Yes, but all of the foundations of plane geometry can be said to pertain to analysis; the definition of distance, area, sine, cosine, etc.. This said, once the results are known, we need not to mention the concept of integration every time we have to calculate the area of a triangle or the circumference of a circle.

HallsofIvy, I reckon that the use of the word origin could be confusing. I will have to specify; origin here means the origin at which modern mathematics bases the number pi on. One needs not to look at the history of pi; as said, we should not concern ourselves with the geometry that was used before analysis - analysis should be seen as the basis of all euclidean geometry.

 

[matt grime]

Yes, but all of the foundations of plane geometry can be said to pertain to analysis; the definition of distance, area, sine, cosine,

nope. can't buy any of that at all. it almost seems that you're reasoning in the diametrically opposite direction to which you're claiming.

 

[Werg22]

Matt, we are perhaps irreconcilable. The point I am trying to pass is that analysis does not need the geometry used prior its elaboration to give us all the results of classical geometry. However, my view is that geometry, prior to analysis, was not satisfactory in the firmness of its definitions; analysis makes circumference a purely mathematical idea while without it, circumference can only be defined physically.

 

[DeadWolfe]

analysis makes circumference a purely mathematical idea while without it, circumference can only be defined physically.
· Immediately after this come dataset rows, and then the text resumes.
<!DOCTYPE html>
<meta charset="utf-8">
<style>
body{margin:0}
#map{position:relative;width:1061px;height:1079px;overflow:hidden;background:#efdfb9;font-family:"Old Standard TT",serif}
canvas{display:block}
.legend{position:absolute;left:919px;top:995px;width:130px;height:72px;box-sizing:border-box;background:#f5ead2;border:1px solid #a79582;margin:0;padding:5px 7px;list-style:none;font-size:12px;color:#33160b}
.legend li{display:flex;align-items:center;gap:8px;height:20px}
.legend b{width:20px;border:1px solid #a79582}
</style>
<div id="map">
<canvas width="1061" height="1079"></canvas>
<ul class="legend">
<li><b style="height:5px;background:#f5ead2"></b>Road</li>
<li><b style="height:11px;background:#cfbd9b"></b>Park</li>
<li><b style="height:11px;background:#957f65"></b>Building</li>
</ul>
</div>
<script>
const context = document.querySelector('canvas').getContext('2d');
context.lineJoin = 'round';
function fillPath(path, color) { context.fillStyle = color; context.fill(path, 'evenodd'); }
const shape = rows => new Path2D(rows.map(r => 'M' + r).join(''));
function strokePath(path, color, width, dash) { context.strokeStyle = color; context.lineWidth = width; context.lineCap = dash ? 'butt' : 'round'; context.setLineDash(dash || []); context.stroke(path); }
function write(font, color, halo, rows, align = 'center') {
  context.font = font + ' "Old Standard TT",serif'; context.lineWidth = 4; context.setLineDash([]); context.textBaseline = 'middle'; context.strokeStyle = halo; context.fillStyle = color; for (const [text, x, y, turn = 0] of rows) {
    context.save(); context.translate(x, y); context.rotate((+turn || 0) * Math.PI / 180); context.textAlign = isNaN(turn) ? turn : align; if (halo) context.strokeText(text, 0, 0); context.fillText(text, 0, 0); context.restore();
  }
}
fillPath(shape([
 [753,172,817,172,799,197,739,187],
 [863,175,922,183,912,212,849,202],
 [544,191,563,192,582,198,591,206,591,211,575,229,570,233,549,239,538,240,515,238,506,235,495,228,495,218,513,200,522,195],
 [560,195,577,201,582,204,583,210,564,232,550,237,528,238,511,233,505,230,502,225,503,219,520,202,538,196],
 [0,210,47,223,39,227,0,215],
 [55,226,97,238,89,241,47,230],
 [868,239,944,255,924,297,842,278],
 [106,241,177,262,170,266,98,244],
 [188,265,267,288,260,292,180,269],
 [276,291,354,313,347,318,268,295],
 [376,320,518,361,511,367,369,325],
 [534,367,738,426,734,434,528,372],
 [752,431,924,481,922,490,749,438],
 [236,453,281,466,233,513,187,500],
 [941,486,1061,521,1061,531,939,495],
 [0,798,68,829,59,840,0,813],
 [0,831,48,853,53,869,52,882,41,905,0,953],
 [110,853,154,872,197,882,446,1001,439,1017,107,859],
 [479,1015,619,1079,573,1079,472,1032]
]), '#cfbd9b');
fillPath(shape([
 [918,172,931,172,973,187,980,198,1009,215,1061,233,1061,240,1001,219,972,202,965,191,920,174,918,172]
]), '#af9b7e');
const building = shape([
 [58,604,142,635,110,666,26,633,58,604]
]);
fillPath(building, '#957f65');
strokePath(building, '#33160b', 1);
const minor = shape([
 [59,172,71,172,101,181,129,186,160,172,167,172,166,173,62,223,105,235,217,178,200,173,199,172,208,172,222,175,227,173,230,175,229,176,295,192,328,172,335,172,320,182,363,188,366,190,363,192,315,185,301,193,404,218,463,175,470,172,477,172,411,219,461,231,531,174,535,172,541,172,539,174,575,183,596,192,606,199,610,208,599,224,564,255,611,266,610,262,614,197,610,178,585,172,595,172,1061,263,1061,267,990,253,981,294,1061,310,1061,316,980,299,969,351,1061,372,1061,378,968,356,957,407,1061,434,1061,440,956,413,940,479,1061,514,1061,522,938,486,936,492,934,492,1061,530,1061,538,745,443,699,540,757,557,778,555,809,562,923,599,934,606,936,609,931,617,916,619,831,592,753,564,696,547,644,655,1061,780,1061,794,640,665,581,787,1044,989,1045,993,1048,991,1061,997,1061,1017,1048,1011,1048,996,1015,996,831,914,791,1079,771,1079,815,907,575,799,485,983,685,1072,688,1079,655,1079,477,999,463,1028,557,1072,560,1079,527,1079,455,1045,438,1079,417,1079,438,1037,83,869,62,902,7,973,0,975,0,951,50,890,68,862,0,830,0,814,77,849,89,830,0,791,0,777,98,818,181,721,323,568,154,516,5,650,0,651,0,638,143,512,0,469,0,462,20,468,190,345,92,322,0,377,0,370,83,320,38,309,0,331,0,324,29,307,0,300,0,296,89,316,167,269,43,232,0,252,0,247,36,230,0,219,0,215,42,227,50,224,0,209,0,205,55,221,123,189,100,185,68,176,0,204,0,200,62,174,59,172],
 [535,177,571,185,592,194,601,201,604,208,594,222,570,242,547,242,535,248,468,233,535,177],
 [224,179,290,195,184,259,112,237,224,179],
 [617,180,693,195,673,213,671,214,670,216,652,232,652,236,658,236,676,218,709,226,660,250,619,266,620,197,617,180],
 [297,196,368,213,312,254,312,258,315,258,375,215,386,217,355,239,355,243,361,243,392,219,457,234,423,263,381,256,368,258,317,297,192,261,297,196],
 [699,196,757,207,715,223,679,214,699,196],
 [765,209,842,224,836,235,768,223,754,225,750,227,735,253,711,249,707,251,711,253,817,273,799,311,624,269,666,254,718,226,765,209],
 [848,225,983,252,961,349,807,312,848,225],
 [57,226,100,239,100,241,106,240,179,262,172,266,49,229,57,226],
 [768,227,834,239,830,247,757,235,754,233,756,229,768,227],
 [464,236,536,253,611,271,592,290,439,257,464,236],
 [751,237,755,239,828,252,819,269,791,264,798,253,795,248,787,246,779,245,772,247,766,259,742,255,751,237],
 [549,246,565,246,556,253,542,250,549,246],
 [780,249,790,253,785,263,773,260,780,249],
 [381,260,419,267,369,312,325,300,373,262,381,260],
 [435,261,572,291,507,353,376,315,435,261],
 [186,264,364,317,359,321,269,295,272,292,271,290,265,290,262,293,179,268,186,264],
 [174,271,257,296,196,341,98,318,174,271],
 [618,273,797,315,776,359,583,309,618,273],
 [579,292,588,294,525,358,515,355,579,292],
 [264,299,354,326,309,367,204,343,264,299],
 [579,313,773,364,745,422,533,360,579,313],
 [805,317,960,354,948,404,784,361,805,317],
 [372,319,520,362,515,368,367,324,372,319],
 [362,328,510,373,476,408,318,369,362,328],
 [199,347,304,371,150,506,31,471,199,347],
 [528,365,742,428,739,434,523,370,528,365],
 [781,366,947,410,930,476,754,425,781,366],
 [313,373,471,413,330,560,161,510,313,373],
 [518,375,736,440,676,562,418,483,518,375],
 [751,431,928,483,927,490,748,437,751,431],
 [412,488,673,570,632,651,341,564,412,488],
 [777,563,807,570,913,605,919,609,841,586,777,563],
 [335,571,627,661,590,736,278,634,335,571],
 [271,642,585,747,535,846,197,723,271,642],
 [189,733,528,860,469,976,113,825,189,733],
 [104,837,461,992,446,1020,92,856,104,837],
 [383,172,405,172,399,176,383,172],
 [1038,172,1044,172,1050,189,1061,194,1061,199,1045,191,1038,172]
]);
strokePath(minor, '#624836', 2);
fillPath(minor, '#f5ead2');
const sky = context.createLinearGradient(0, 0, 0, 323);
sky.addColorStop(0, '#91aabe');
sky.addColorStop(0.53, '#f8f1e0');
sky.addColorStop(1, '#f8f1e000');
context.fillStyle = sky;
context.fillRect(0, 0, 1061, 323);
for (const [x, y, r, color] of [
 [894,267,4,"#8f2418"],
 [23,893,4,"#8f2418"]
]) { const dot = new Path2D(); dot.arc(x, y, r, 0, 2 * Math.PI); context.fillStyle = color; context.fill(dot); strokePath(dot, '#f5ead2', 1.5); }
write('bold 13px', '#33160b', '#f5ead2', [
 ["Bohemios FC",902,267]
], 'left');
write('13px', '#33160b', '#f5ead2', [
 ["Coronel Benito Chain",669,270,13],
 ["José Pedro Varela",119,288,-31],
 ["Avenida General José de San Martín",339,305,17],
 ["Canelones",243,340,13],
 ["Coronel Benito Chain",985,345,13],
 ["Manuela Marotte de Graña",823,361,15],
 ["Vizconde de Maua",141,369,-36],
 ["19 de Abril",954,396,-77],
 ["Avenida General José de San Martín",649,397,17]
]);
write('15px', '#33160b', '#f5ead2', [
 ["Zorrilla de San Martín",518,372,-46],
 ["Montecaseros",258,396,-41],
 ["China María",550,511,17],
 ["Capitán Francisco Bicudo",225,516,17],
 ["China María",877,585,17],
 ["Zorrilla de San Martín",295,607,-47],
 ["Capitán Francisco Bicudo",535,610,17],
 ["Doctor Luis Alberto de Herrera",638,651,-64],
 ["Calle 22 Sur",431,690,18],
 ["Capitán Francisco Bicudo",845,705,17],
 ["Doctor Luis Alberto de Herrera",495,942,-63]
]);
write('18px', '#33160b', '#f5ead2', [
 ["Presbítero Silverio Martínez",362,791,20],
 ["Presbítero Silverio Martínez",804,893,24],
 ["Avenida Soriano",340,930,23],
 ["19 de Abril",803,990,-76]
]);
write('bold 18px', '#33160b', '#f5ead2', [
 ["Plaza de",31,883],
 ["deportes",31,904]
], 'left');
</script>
Nonsense. Euclid's geometry is as mathematical as anything that predates set theory.

 

[Werg22]

So how exactly is circumference defined in Euclid's terms? It is certainly not defined in terms of integration.

 

[matt grime]

However, my view is that geometry, prior to analysis, was not satisfactory in the firmness of its definitions; analysis makes circumference a purely mathematical idea while without it, circumference can only be defined physically.

Have you actually taken any courses on geometry?

 

[Werg22]

What are you implying? The independence to analysis of geometry? Like I said, one needs not to introduce the definitions of analysis once results in geometry are derived, but I firmly believe that geometry needs to take ground on analytical definitions even though it was not always the case. I cannot find a meaning for circumference without referring to analysis and integration, if you can, by all means do tell.

 

[rcgldr]

Regarding the origin of "pi", it was measured by objects that approximated circles. A tape could be wrapped around a circular object and compared to the distance across the object. A wheel could be revolved one revolution (this is actually done to get effective circumference of automobile tires, drive over a thin wet strip and measure the distance between the strips created by a moving tire). It's also common to rate tire circumferences as revolutions per mile tire rack specs for some tires .htm

It wouldn't take a lot of measurements to realize that the ratio between circumference and diameter was a constant for wheels and/or circular objects of any size.

So the measurement of pi was originally a physical exercise. The abstract concept of a perfect circle and diameter are mathematical in nature, and there are various mathematical methods for calculating pi.

I still prefer to define pi as the ratio of circumference to diamenter. After all, this is the basis for angular units called radians. Why all the effort to turn a simple concept into something unnecessarily complicated?

On an analog computer, generating sine waves with a period of 2*pi is no problem, simply set the 2nd derivative of Y to -Y, and set initial values for the first derivative of Y and Y and let it rip (analog computers integrate over time).

 

[Gib Z]

So how exactly is circumference defined in Euclid's terms? It is certainly not defined in terms of integration.

Sorry to bring up something old, but:

For a circle of radius r, the circumference is equal to 4\int^r_0 \sqrt{ \frac{r^2}{r^2-x^2} } dx.